- _PROVIDED ENTRIES_
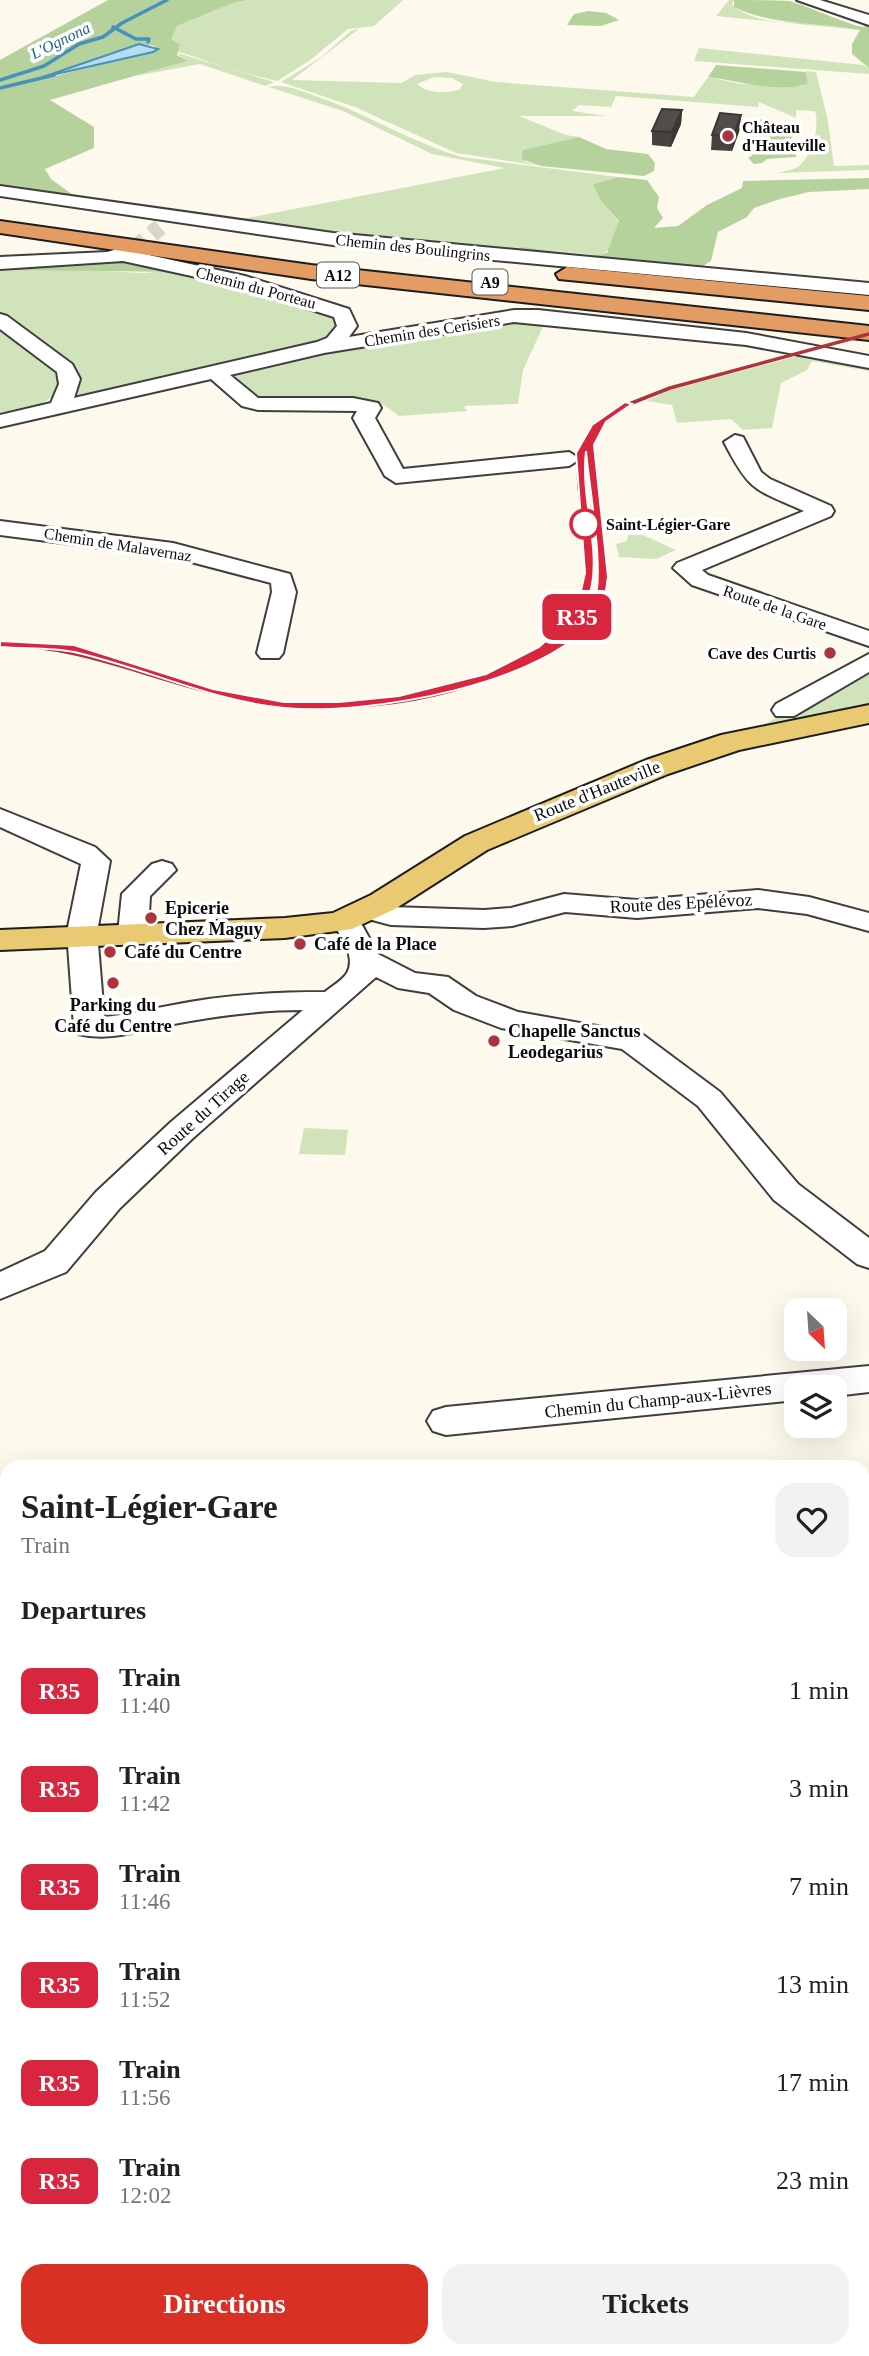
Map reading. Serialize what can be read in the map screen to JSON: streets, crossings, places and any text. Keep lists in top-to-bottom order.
{
  "streets": {
    "highway": ["A12", "A9"],
    "main road": ["Route d'Hauteville"],
    "street": [
      "Chemin des Boulingrins",
      "Chemin du Porteau",
      "Chemin des Cerisiers",
      "Chemin de Malavernaz",
      "Route de la Gare",
      "Route des Epélévoz",
      "Route du Tirage",
      "Chemin du Champ-aux-Lièvres"
    ]
  },
  "crossings": [
    ["A12", "A9"],
    ["Chemin du Porteau", "Chemin des Cerisiers"],
    ["Route d'Hauteville", "Route des Epélévoz"]
  ],
  "water": ["L'Ognona"],
  "places": [
    "Château d'Hauteville",
    "Saint-Légier-Gare",
    "Cave des Curtis",
    "Epicerie Chez Maguy",
    "Café de la Place",
    "Café du Centre",
    "Parking du Café du Centre",
    "Chapelle Sanctus Leodegarius"
  ],
  "north": "bottom right",
  "page": {
    "on_map": "R35",
    "heading": [
      ["Saint-Légier-Gare", "Train"],
      "Departures"
    ],
    "list": [
      {
        "mark": "R35",
        "name": "Train",
        "note": "11:40",
        "value": "1 min"
      },
      {
        "mark": "R35",
        "name": "Train",
        "note": "11:42",
        "value": "3 min"
      },
      {
        "mark": "R35",
        "name": "Train",
        "note": "11:46",
        "value": "7 min"
      },
      {
        "mark": "R35",
        "name": "Train",
        "note": "11:52",
        "value": "13 min"
      },
      {
        "mark": "R35",
        "name": "Train",
        "note": "11:56",
        "value": "17 min"
      },
      {
        "mark": "R35",
        "name": "Train",
        "note": "12:02",
        "value": "23 min"
      }
    ],
    "buttons": ["Directions", "Tickets"]
  }
}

- _WORK REQUIRED_
Copy every line of the material above in which the string "Chemin" can be found.

- _RESULT OF THE EXERCISE_
      "Chemin des Boulingrins",
      "Chemin du Porteau",
      "Chemin des Cerisiers",
      "Chemin de Malavernaz",
      "Chemin du Champ-aux-Lièvres"
    ["Chemin du Porteau", "Chemin des Cerisiers"],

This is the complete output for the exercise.